» **Records supplied**
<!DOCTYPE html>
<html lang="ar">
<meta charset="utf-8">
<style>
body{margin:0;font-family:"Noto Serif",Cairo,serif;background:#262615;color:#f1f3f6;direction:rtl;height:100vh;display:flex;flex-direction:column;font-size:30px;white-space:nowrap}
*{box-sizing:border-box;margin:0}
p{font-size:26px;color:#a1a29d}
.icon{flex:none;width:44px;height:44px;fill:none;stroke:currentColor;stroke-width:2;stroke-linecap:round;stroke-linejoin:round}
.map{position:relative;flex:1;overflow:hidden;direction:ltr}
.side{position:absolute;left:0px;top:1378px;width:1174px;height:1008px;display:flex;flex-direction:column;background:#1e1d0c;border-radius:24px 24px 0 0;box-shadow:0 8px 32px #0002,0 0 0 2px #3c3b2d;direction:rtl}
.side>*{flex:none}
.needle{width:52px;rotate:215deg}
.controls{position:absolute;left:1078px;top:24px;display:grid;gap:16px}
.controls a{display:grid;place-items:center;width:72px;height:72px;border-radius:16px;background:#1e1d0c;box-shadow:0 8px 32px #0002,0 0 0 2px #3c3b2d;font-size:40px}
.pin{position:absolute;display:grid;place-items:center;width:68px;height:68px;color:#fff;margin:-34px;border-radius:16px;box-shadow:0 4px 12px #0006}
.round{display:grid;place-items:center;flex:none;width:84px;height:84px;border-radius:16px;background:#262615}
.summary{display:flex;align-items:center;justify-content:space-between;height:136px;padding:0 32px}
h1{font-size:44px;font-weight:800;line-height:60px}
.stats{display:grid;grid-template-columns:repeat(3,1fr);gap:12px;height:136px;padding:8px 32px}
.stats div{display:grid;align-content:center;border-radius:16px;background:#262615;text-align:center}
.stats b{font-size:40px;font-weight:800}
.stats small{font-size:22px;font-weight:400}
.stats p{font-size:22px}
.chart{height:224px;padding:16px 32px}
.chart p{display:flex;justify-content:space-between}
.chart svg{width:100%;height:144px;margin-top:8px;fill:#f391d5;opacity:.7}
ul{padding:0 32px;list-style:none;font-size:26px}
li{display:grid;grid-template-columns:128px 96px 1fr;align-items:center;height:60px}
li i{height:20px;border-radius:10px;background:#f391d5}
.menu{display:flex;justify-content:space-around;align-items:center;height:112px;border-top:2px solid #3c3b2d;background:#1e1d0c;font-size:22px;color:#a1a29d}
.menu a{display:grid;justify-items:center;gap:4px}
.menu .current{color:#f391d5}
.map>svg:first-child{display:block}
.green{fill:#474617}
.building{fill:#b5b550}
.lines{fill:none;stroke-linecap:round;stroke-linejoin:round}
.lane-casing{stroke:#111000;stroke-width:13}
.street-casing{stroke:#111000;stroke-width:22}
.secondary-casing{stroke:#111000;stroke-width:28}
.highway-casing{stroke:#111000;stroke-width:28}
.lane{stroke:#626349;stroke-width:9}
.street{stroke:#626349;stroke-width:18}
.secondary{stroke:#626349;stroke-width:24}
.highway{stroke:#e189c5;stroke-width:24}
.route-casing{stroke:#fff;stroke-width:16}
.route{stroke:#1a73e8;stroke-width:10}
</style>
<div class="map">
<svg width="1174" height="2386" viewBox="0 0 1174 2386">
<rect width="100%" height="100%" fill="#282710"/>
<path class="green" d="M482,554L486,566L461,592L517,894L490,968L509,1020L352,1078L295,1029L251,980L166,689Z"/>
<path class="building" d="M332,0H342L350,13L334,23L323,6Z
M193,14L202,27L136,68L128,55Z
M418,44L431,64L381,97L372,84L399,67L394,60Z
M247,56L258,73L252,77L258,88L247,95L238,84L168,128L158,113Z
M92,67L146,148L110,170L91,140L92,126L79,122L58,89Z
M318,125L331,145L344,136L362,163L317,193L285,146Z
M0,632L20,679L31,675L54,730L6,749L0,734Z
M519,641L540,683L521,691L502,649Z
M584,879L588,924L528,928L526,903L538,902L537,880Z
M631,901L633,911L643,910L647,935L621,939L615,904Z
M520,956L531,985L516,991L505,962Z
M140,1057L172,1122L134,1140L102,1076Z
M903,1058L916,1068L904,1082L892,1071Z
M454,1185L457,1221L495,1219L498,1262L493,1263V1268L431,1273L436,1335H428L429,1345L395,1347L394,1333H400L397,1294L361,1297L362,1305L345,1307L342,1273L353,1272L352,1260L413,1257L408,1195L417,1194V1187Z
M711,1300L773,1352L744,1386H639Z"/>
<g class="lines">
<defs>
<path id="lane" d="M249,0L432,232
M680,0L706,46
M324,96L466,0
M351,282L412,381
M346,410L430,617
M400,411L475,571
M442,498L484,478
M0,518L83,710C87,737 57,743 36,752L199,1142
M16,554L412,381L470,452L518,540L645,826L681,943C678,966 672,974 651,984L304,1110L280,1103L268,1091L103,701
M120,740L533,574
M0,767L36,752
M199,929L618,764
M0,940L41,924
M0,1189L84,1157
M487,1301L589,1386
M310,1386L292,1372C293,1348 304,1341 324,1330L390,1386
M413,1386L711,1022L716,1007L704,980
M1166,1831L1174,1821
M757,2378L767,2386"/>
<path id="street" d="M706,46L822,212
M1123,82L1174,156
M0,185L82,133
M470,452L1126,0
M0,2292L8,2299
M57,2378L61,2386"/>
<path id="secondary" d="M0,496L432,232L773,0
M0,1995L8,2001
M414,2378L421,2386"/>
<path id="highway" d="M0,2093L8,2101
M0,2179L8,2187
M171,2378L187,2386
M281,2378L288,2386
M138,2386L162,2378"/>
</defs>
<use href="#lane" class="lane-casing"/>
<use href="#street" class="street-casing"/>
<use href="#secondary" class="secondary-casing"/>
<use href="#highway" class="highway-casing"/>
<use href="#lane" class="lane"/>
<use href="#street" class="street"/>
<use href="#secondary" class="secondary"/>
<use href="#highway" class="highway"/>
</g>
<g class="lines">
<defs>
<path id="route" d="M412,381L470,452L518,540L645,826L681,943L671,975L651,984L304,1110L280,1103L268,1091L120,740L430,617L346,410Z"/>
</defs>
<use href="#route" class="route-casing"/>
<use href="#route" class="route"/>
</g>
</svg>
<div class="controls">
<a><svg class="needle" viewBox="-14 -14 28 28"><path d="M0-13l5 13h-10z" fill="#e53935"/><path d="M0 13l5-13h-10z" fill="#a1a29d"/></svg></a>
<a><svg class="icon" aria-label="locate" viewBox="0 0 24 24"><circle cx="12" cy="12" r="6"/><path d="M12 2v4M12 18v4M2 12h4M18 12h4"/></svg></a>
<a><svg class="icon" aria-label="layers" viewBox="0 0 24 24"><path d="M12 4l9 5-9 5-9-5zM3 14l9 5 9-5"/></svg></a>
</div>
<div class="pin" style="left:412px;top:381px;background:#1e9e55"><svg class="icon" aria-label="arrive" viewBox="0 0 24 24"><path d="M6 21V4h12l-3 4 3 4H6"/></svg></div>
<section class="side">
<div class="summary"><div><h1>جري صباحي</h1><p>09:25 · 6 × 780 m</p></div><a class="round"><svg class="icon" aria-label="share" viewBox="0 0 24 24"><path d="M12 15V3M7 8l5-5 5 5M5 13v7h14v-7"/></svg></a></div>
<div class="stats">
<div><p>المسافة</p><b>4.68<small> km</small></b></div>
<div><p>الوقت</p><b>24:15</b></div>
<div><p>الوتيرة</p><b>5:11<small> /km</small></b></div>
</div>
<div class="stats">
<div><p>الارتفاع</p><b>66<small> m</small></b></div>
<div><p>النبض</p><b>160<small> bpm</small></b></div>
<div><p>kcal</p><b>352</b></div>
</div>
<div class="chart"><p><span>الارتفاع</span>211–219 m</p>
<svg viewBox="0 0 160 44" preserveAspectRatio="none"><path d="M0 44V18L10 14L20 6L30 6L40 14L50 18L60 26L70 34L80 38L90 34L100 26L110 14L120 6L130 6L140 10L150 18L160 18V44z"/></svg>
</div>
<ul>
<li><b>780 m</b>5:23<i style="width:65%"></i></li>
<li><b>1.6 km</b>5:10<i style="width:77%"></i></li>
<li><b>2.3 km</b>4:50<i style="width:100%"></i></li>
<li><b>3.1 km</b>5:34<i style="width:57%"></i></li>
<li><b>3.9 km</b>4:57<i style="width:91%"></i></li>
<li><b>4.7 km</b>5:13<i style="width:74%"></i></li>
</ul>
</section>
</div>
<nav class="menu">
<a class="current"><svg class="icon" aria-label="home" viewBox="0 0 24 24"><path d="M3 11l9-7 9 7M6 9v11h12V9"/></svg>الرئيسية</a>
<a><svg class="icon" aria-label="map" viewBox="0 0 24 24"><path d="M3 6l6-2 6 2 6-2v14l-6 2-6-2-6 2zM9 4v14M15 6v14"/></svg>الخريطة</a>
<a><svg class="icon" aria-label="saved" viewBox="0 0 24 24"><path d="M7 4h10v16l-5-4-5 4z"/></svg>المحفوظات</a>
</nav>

» **Exercise brief**
Where in the records above does the word "linejoin" appear? Copy each line that holds it.

» **Your response**
.icon{flex:none;width:44px;height:44px;fill:none;stroke:currentColor;stroke-width:2;stroke-linecap:round;stroke-linejoin:round}
.lines{fill:none;stroke-linecap:round;stroke-linejoin:round}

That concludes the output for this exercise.